Memo to Bill Gross: The U.S. Is Not Greece

Once again, Pimco's boss offers a big dose of unhelpful opinion

In his latest monthly missive to investors, Bond King Bill Gross admits to having an amnesia of sorts. Maybe that’s why his investment insights are becoming increasingly less cogent.

From getting the demise of the equity risk premium wrong to advising individual investors to buy low and sell high, the manager of the biggest mutual fund in the world — the $278 billion PIMCO Total Return A (MUTF:PTTAX) — hasn’t been doling out a lot of useful information lately.

Now, in his October note, Gross tells us a lot of what we already knew and, unfortunately, throws a sop to the gold bugs with the fatuous canard that the U.S. is in danger of becoming Greece.

The Greece thing? Again?

“Well, Armageddon is not around the corner,” Gross writes. “I don’t believe in the imminent demise of the U.S. economy and its financial markets. But I’m afraid for them.”

Fair enough. And well that we all should be. The federal government is no doubt a serial offender when it come to debt and the prospects for future debt. As Gross puts it, we’re “an addict whose habit extends beyond weed or cocaine and who frequently pleasures itself with budgetary crystal meth.”

But what does not compute is Gross’ contention that the U.S. will begin to resemble Greece before the turn of the next decade if the federal government fails to bring its debt-to-GDP ratio under control.

The U.S. is already in what Gross calls a rogue’s gallery of debtors — a “Ring of Fire” that includes Japan, the U.K., Spain, France and Greece.

However, Spain, France and Greece do not control their own currency. And that is why the U.S. is not Greece.

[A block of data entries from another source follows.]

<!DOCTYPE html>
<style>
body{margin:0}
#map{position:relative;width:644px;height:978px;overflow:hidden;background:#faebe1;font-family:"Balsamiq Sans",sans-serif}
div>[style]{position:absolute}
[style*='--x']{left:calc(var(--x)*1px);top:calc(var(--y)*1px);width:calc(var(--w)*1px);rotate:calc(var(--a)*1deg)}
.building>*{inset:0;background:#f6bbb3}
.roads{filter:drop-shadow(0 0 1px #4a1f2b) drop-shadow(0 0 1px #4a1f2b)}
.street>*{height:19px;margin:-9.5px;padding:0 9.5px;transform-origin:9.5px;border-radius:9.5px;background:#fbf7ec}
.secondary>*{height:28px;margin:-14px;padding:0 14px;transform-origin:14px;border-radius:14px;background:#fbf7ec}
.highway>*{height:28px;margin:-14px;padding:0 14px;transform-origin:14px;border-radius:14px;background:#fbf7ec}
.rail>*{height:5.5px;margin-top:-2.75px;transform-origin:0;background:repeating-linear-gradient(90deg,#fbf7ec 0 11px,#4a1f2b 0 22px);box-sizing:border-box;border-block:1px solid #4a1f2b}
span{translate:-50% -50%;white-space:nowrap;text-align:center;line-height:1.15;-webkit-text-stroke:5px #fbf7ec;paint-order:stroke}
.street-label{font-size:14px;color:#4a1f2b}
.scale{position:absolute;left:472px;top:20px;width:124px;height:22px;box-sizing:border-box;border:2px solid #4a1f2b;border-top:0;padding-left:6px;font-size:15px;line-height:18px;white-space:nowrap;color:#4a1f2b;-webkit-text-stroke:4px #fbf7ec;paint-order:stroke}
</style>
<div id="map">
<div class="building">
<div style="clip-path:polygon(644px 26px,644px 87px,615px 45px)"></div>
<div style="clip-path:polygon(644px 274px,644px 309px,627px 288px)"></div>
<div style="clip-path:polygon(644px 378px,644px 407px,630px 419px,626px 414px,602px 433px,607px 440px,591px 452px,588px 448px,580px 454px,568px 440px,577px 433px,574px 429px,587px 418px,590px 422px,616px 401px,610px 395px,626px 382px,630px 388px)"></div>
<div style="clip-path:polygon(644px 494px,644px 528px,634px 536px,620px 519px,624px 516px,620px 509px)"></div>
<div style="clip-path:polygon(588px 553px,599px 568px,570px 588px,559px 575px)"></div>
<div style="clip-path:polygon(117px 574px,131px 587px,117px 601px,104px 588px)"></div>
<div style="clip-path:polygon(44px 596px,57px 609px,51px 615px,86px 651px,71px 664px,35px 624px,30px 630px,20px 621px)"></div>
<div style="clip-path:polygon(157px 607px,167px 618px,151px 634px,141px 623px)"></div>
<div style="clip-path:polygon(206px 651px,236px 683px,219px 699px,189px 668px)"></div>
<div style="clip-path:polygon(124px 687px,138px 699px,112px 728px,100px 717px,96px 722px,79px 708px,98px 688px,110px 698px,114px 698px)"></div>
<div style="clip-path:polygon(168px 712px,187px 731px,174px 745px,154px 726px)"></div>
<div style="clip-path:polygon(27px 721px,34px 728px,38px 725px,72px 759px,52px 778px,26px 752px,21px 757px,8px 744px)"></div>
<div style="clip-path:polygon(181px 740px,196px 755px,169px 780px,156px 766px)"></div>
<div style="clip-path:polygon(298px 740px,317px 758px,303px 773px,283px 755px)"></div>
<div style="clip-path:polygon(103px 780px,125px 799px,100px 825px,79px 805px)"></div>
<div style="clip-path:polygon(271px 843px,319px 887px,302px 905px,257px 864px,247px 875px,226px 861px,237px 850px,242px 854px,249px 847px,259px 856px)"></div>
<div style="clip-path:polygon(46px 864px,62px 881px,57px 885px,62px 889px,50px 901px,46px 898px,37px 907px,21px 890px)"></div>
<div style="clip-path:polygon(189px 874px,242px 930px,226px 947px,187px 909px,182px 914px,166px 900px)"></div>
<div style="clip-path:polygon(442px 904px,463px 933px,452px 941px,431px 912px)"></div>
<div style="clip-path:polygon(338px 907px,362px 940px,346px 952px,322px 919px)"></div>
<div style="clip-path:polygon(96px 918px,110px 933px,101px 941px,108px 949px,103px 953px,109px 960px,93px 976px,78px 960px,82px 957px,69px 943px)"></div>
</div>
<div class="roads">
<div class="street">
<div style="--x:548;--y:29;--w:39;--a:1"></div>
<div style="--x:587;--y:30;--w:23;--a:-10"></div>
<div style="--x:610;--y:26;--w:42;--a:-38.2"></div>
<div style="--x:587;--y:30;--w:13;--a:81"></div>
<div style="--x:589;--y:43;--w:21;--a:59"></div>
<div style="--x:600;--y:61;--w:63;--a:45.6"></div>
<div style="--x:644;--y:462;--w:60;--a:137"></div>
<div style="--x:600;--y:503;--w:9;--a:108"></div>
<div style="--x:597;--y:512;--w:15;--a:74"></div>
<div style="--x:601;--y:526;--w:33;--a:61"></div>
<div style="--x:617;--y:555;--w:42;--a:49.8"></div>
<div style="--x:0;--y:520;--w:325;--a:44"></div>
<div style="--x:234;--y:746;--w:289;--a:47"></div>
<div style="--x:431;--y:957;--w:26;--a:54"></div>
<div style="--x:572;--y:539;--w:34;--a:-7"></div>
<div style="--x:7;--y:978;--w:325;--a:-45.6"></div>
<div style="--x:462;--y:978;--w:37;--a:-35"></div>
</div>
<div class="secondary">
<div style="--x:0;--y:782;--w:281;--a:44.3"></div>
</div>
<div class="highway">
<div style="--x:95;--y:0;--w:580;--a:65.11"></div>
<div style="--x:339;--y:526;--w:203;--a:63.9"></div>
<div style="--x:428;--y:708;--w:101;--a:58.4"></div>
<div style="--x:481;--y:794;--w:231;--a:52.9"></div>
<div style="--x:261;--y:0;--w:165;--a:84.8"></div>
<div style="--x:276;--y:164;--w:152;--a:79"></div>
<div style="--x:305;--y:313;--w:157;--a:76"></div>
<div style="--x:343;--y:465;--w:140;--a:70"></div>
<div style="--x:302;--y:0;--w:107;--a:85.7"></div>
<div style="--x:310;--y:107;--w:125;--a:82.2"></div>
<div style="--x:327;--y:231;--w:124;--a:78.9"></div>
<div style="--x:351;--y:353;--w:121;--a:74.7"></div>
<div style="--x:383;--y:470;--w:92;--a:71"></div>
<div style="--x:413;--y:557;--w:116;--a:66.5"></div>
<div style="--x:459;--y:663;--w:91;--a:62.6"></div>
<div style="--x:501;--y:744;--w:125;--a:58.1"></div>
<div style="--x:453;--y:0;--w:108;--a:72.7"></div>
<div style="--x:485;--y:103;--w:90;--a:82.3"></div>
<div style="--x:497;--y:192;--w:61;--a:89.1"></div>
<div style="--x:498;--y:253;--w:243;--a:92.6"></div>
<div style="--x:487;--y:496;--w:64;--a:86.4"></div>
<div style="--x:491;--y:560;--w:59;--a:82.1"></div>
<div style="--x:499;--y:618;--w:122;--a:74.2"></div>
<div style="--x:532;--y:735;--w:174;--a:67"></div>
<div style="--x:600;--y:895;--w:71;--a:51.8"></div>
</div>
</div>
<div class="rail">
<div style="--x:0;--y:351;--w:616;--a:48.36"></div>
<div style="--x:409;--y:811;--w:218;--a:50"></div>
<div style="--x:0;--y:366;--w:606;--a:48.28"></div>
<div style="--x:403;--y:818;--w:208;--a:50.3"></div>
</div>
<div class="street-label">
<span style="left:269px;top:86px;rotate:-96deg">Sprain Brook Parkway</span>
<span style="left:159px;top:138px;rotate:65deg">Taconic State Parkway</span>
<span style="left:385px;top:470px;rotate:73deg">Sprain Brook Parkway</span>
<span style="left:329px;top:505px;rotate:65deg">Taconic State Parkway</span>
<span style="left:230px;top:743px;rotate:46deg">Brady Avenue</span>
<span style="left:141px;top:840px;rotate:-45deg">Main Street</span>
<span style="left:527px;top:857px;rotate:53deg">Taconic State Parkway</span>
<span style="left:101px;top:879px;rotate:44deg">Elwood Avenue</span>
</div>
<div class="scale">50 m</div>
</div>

As Cullen Roche at Pragmatic Capitalism explained months ago, the U.S. can’t go bankrupt because when the Treasury holds bond auctions, primary dealers (big banks), are required to bid. Unlike Spain, France or Greece, the concern that a bond auction could fail doesn’t exist.

As Roche says:

“The key here is that there’s no solvency constraint as in, ‘running out of money.’ Greece doesn’t have this arrangement. In fact, since the ECB is essentially a foreign central bank there is a real solvency constraint. So banks and private investors have become hesitant to buy Greek bonds because of this flawed institutional arrangement and the lack of an implicit guarantee. It’s apples and oranges compared to the USA.”

And as for rampant debt causing hyperinflation that would “burn bonds to a crisp,” well, you can’t point to Japan as evidence of that. Japan is the worst offender in Gross’ mixed metaphor of a rogue’s gallery of serial-offender-debt-meth-addicts residing in a Ring of Fire.

Indeed, Japan is far and away the world’s worst debtor, with the highest structural fiscal gap of any nation when it comes to debt as a percentage of GDP.

But Japan’s problem isn’t inflation — its deflation. Heck, it’s been stuck in a brutal deflationary spiral for two decades.

The U.S. is not — repeat, not — Greece. And while inflation might worry some folks, there’s no sign of it in prices or in the market’s expectations. Armageddon, as Gross says, is not around the corner.

And if it is, well, inflation is always preferable to deflation, especially when you’re loaded up with debt.

Just ask Japan.

As of this writing, Dan Burrows held no positions in any of the aforementioned securities.